Stored data
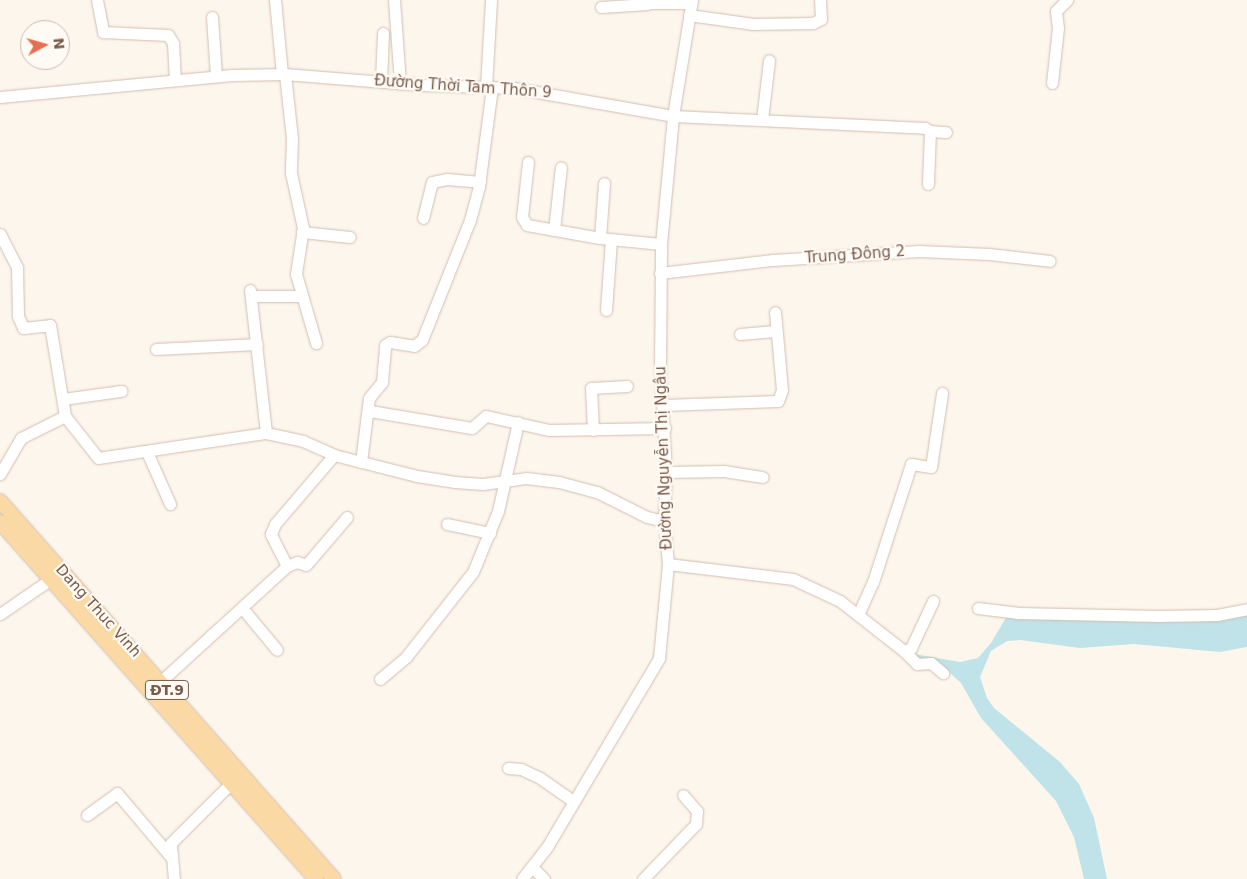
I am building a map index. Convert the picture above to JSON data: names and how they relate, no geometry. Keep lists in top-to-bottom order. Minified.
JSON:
{"streets":{"main road":["Dang Thuc Vinh","ĐT.9"],"street":["Đường Thời Tam Thôn 9","Trung Đông 2","Đường Nguyễn Thị Ngâu"]},"crossings":[["Đường Thời Tam Thôn 9","Đường Nguyễn Thị Ngâu"],["Trung Đông 2","Đường Nguyễn Thị Ngâu"]],"north":"right"}
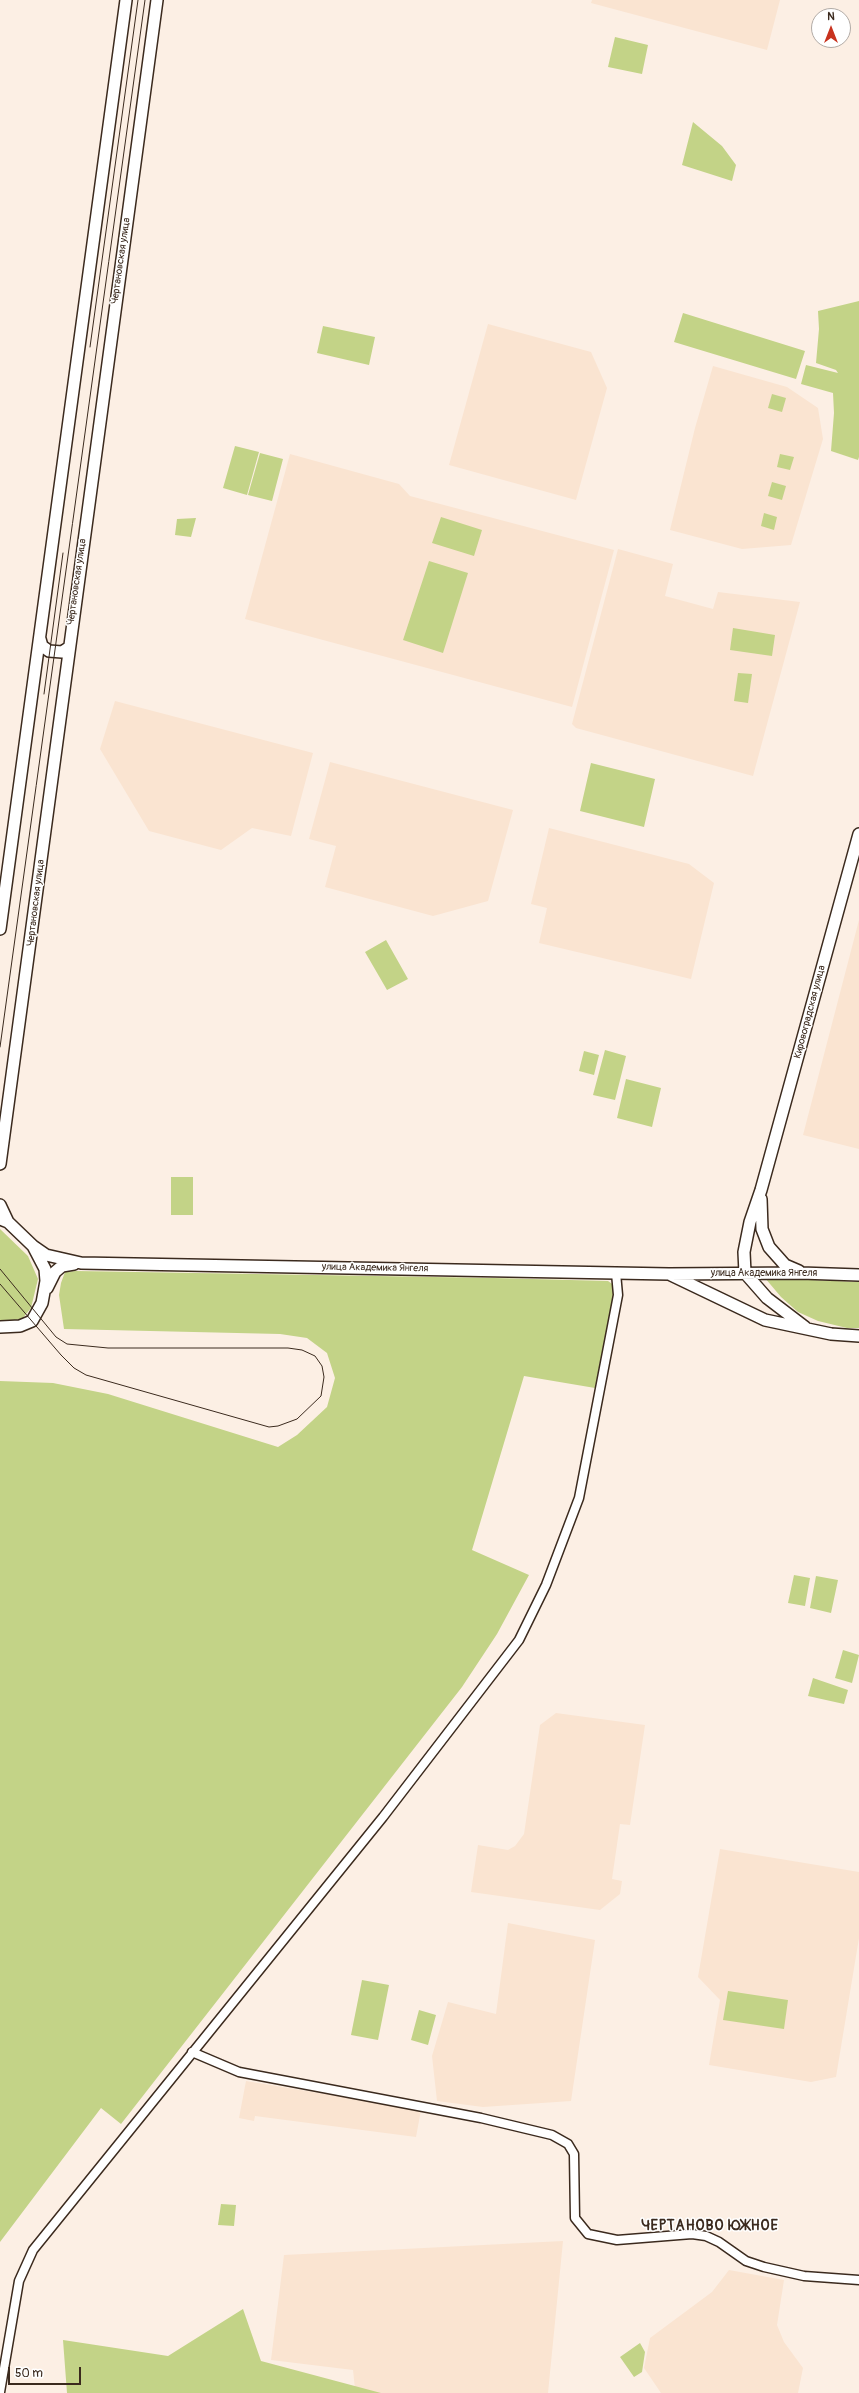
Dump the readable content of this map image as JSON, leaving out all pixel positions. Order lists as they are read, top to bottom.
{
  "streets": {
    "main road": ["Чертановская улица", "Кировоградская улица", "улица Академика Янгеля"]
  },
  "crossings": [
    ["Кировоградская улица", "улица Академика Янгеля"]
  ],
  "districts": ["ЧЕРТАНОВО ЮЖНОЕ"],
  "scale_bar": "50 m",
  "north": "top"
}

* _Your assignment_:
Set down every line of the entries above again, exactly as written, but not the pictures.

* _Result of this task_:
I am building a map index. Convert the picture above to JSON data: names and how they relate, no geometry. Keep lists in top-to-bottom order. Minified.
JSON:
{"streets":{"main road":["Dang Thuc Vinh","ĐT.9"],"street":["Đường Thời Tam Thôn 9","Trung Đông 2","Đường Nguyễn Thị Ngâu"]},"crossings":[["Đường Thời Tam Thôn 9","Đường Nguyễn Thị Ngâu"],["Trung Đông 2","Đường Nguyễn Thị Ngâu"]],"north":"right"}
Dump the readable content of this map image as JSON, leaving out all pixel positions. Order lists as they are read, top to bottom.
{
  "streets": {
    "main road": ["Чертановская улица", "Кировоградская улица", "улица Академика Янгеля"]
  },
  "crossings": [
    ["Кировоградская улица", "улица Академика Янгеля"]
  ],
  "districts": ["ЧЕРТАНОВО ЮЖНОЕ"],
  "scale_bar": "50 m",
  "north": "top"
}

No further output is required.